Manitoba

Charter bus, airline companies in Manitoba can apply to new program to recover COVID-19 costs

Charter bus and airline operators in Manitoba whose businesses have taken a hit during the pandemic will have a new program to help them recover.

$1.92M program offers help to charter transport companies that have taken a hit during pandemic

The province and Manitoba Chambers of Commerce announced the program at Beaver Bus Lines garage on Archibald Street. (CBC)

Charter bus and airline operators in Manitoba whose businesses have taken a hit during the pandemic will have a new program to help them recover.

The provincial government and Manitoba Chambers of Commerce announced businesses could soon apply to the $1.92 million Charter Transport Recovery Program.

Chuck Davidson, president and chief executive officer of the Manitoba Chambers of Commerce, said the pandemic has impacted businesses across the province, but transportation companies have been hit especially hard.

"There's no pickup, there's no delivery, there's no online sales for this industry," he said, speaking at a news conference at the Beaver Bus Lines garage on Archibald Street.

"This is an industry that has been forced to deal with what the pandemic has handed them."

Costs associated with "maintaining, restarting or ramping up operations" that had to temporarily shut down or scale back due to the COVID-19 pandemic will be eligible for funding from the program, the province said in a news release.

Only costs not covered by another program will be eligible.

Running at a loss

Mahihkan Bus Lines, a company owned by six Manitoba First Nations serving communities in the north, estimates it has lost around $2.5 million due to COVID-19.

Early in the pandemic, the province restricted travel north of the 53rd parallel in an effort to prevent infections in the region. 

"We were running some days with two or three people on our bus, but we still had to keep going, because people of the north still require transportation" for medical needs, said Karen Leslie-Larocque, manager for Mahihkan Bus Lines.

The company has been running at a loss, and although the funding from the program won't cover all of its costs, "every little bit helps," Leslie-Larocque said.

"We have been running, and we we still are running, and it's our commitment to the North, but what we can receive from the government will be greatly appreciated."

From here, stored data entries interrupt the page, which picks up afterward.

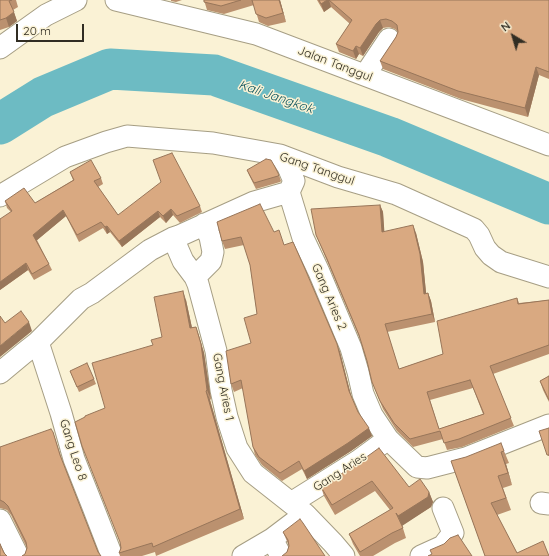 <!DOCTYPE html>
<html>
<head>
<meta charset="utf-8">
<style>
  body { margin:0 }
  #map { position:relative; width:549px; height:556px; overflow:hidden; background:#faf2d5; font-family:Quicksand,sans-serif }
  canvas { display:block }
  .north { position:absolute; left:493px; top:16px; width:40px; height:40px; -webkit-text-stroke:3px #faf2d5; paint-order:stroke; rotate:322deg; font-size:11px; font-weight:700; line-height:16px; text-align:center; color:#312d23 }
  .north::after { content:''; display:block; margin:auto; width:14px; height:18px; background:#312d23; clip-path:polygon(50% 0,100% 100%,50% 72%,0 100%) }
  .scale { position:absolute; left:16px; top:24px; width:68px; height:18px; box-sizing:border-box; border:2px solid #312d23; border-top:0; padding-left:5px; font-size:12px; line-height:14px; white-space:nowrap; color:#312d23; -webkit-text-stroke:3px #faf2d5; paint-order:stroke }
</style>
</head>
<body>
<div id="map">
<canvas width="549" height="556"></canvas>
<div class="north">N</div>
<div class="scale">20 m</div>
</div>
<script>
const g = document.querySelector('canvas').getContext('2d');
g.lineJoin = 'round';
function toPath(rows) {
  const path = new Path2D();
  for (const r of rows) {
    path.moveTo(r[0], r[1]);
    for (let i = 2; i < r.length; i += 2) path.lineTo(r[i], r[i + 1]);
  }
  return path;
}
function trace(path, color, width, dash) {
  g.strokeStyle = color;
  g.lineWidth = width;
  g.lineCap = dash ? 'butt' : 'round';
  g.setLineDash(dash || []);
  g.stroke(path);
}
function fill(path, color) {
  g.fillStyle = color;
  g.fill(path, 'evenodd');
}
function write(font, color, halo, rows, align = 'center') {
  g.font = font + ' Quicksand,sans-serif';
  g.lineWidth = 3;
  g.setLineDash([]);
  g.textBaseline = 'middle';
  g.strokeStyle = halo;
  g.fillStyle = color;
  for (const [text, x, y, turn = 0] of rows) {
    g.save();
    g.translate(x, y);
    g.rotate((+turn || 0) * Math.PI / 180);
    g.textAlign = isNaN(turn) ? turn : align;
    if (halo) g.strokeText(text, 0, 0);
    g.fillText(text, 0, 0);
    g.restore();
  }
}
const river = toPath([
  [0,124,43,97,110,69,214,75,389,137,549,204]
]);
const minor = toPath([
  [116,0,256,34,549,145],
  [0,48,46,15,76,0],
  [365,75,389,39],
  [280,155,288,167,294,181,289,192,303,238,319,272,351,348,358,372,363,394,372,415,388,439,417,467,427,468,466,458,549,425],
  [0,196,65,157,106,142,127,136,213,143,280,155,338,177,396,194,474,229,479,235,485,248,491,255,501,262,549,277],
  [173,238,183,261,195,277,198,284,216,351,221,390,227,417,237,448,253,473,305,514],
  [195,277,211,261,213,252,210,237,204,224],
  [38,342,61,413,74,459,93,507,112,556],
  [0,373,24,353,38,342,81,299,92,293,150,250,173,238,179,236,254,202,289,192],
  [291,503,358,461,388,439],
  [541,503,549,504],
  [0,520,18,556],
  [272,539,281,556],
  [243,556,272,539,305,514,333,543,344,556],
  [421,556,443,546,453,533,443,508]
]);
const wall = toPath([
  [0,0,16,0,18,7,13,10,17,21,9,27,0,30],
  [171,0,182,0,176,2,171,1],
  [204,0,280,0,286,22,268,26,259,22,254,5,224,14,207,10],
  [317,0,549,0,549,79,539,75,528,117,461,99,383,69,380,61,396,37,398,32,395,29,389,27,383,28,379,32,363,56,359,54,356,59,339,52,336,44,350,24,331,7,324,12],
  [247,170,279,175,281,181,280,182,256,189,249,175],
  [70,172,101,178,103,184,98,187,118,215,200,206,202,212,180,223,173,215,166,223,160,217,122,247,110,232,107,234,103,228,79,242,66,216,37,240,52,270,34,280,28,270,0,290,11,212,7,208,5,201,35,203,73,180],
  [380,205,383,212,384,232,416,233,423,262,426,293,428,293,431,301,435,322,387,332,399,369,443,354,517,298,519,303,549,300,549,354,493,374,514,426,462,447,447,450,443,439,413,447,397,431,383,409,372,382,367,361,360,339,316,235],
  [473,388,483,414,439,429,430,400],
  [217,222,274,232,340,352,351,396,358,412,372,436,351,451,307,479,302,469,282,481,262,465,255,455,253,447,243,388,234,392,231,384,251,343,257,314,250,265,244,245,225,249,222,241],
  [186,300,192,328,196,327,199,336,204,353,211,399,210,400,244,519,156,556,155,552,142,556,120,556,119,553,121,548,105,408,153,345,162,337],
  [70,371,94,379,96,384,79,392],
  [549,376,549,402,543,390,540,381],
  [53,432,62,461,98,552,25,554,27,548,26,546,11,515,7,510,0,508,0,447],
  [504,451,509,463,506,464,512,485,503,488,511,510,497,515,517,553,485,556,451,461],
  [361,461,409,487,429,492,433,502,431,507,402,525,406,538,395,543,373,556,360,556,353,544,349,534,390,510,375,491,335,515,324,496,321,487],
  [283,532,325,556,287,552,289,546]
]);
const shadedWall = toPath([
  [279,0,280,0,286,22,283,13],
  [327,0,329,0,331,7,324,12,321,4],
  [14,12,17,21,9,27,6,18],
  [380,20,383,28,379,32,363,56,360,48,376,24],
  [356,46,359,54,356,59,353,51],
  [536,67,539,75,528,117,525,108],
  [380,205,383,212,385,240,382,232],
  [171,209,173,215,166,223,163,216],
  [63,210,66,216,36,241,33,235],
  [158,211,160,217,122,247,119,241],
  [413,225,416,233,423,262,427,302,424,294],
  [107,226,110,232,107,234,105,227],
  [26,263,28,270,0,290,0,282],
  [183,291,186,300,194,337,190,328],
  [428,293,431,301,435,322,432,314],
  [29,322,32,331,0,357,0,346],
  [196,327,199,336,204,353,211,399,207,390],
  [337,344,340,352,352,399,349,391],
  [206,391,210,400,244,519,240,509],
  [369,428,372,436,351,451,307,479,304,471],
  [53,432,56,441,63,463,60,455],
  [501,452,506,464,512,485],
  [429,492,433,502,431,507,402,526,398,516]
]);
const building = toPath([
  [0,0,12,0,9,1,14,12,6,18,0,20,0,0],
  [204,0,241,0,221,6,204,2,204,0],
  [252,0,279,0,283,13,266,18,256,14,252,0],
  [319,0,327,0,321,4,319,0],
  [329,0,549,0,549,72,536,67,525,108,458,91,380,61,396,37,398,32,397,25,392,21,386,19,380,20,376,24,360,48,356,46,353,51,336,44,352,20,329,0],
  [172,153,200,206,177,216,171,209,163,216,158,211,119,241,107,226,105,227,101,222,77,235,63,210,33,235,49,264,32,274,26,263,0,282,0,219,12,211,5,201,24,188,35,203,74,180,70,172,91,160,101,178,94,181,118,215,161,182,153,160,172,153],
  [266,159,271,160,275,167,279,175,278,176,254,183,247,170,266,159],
  [260,204,274,232,279,230,284,245,293,242,305,269,337,344,349,391,358,412,369,428,348,443,304,471,299,461,280,473,259,457,253,447,241,380,231,384,226,351,251,343,244,318,257,314,250,265,241,237,222,241,217,222,260,204],
  [380,205,382,232,413,225,420,254,424,294,428,293,432,314,385,324,399,369,443,354,437,321,517,298,518,304,549,300,549,345,490,366,511,418,459,439,444,443,440,431,410,439,394,423,380,401,372,382,367,361,359,335,327,259,316,235,311,209,380,205],
  [470,380,484,414,439,429,427,392,470,380],
  [183,291,190,328,196,327,201,344,207,390,206,391,240,509,153,547,152,543,119,553,121,548,120,542,82,446,75,422,85,417,85,416,105,408,92,363,153,345,151,340,162,337,154,297,183,291],
  [21,311,29,322,0,346,0,316,5,323,21,311],
  [87,363,94,379,77,387,70,371,87,363],
  [549,376,549,400,540,381,549,376],
  [549,428,549,456,549,455,547,455,539,431,549,428],
  [51,429,53,432,60,455,98,552,101,556,22,556,25,554,27,548,26,542,8,506,4,502,0,500,0,447,51,429],
  [501,443,504,451,501,452,508,473,498,476,506,498,491,503,517,553,543,541,549,556,485,556,451,461,466,457,501,443],
  [379,448,409,487,420,479,429,492,428,497,398,516,396,513,403,528,392,533,360,552,349,534,393,508,372,481,332,505,321,487,361,461,379,448],
  [300,519,303,523,325,556,282,556,287,552,289,546,288,540,283,532,300,519],
  [458,535,472,556,428,556,432,554,430,550,444,544,450,538,458,535],
  [0,544,4,553,7,556,0,556,0,544]
]);
const streetNames = [
  ["Jalan Tanggul",335,64,21],
  ["Gang Tanggul",317,169,19],
  ["Gang Aries 2",329,297,67],
  ["Gang Aries 1",223,387,79],
  ["Gang Leo 8",73,450,72],
  ["Gang Aries",340,472,-33]
];
const waterNames = [
  ["Kali Jangkok",276,97,19]
];
trace(river, '#6dbbc3', 41);
trace(minor, '#a69e84', 23);
trace(minor, '#fff', 21);
fill(wall, '#bb916f');
fill(shadedWall, '#98765a');
fill(building, '#d9a981');
trace(building, '#98765a', 1);
write('12px', '#312d23', '#faf2d5', streetNames);
write('italic 13px', '#13575d', '#faf2d5', waterNames);
</script>
</body>
</html>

Kasper Wabinski, the president of Kasper Bus Lines which services Winnipeg and northern Ontario, said the Manitoba government has ignored bus transportation during the pandemic and called for more funding than $1.92 million.

"Two million is a loss that you could presume just from one company alone," Wabinski said.

"But obviously, the money is welcomed and appreciated to fill in the gaps, wherever any other program has not done its part."

Wabinski doesn't know yet if his company will qualify for funding.

'A starting point': minister

The program will be administered by the Manitoba Chambers of Commerce, Economic Development Minister Jon  Reyes said at the news conference.

Reyes called the program a "starting point" to help companies that often provide transportation for schools, amateur sports, seniors clubs, rural communities and the tourism industry. 

Details about the program, including how businesses can apply and what the funding criteria are, will be announced in the coming days.

Businesses in the transportation industry vary in terms of size and the amount of funding support they need, Davidson said. It's important that the program be scalable to meet the differing needs of businesses.

"It's not sort of a one-size-fits-all program for everyone. We've been in negotiations and discussions with the province in terms of what that program is going to look like," he said.

The province expects to begin accepting applications beginning later this month.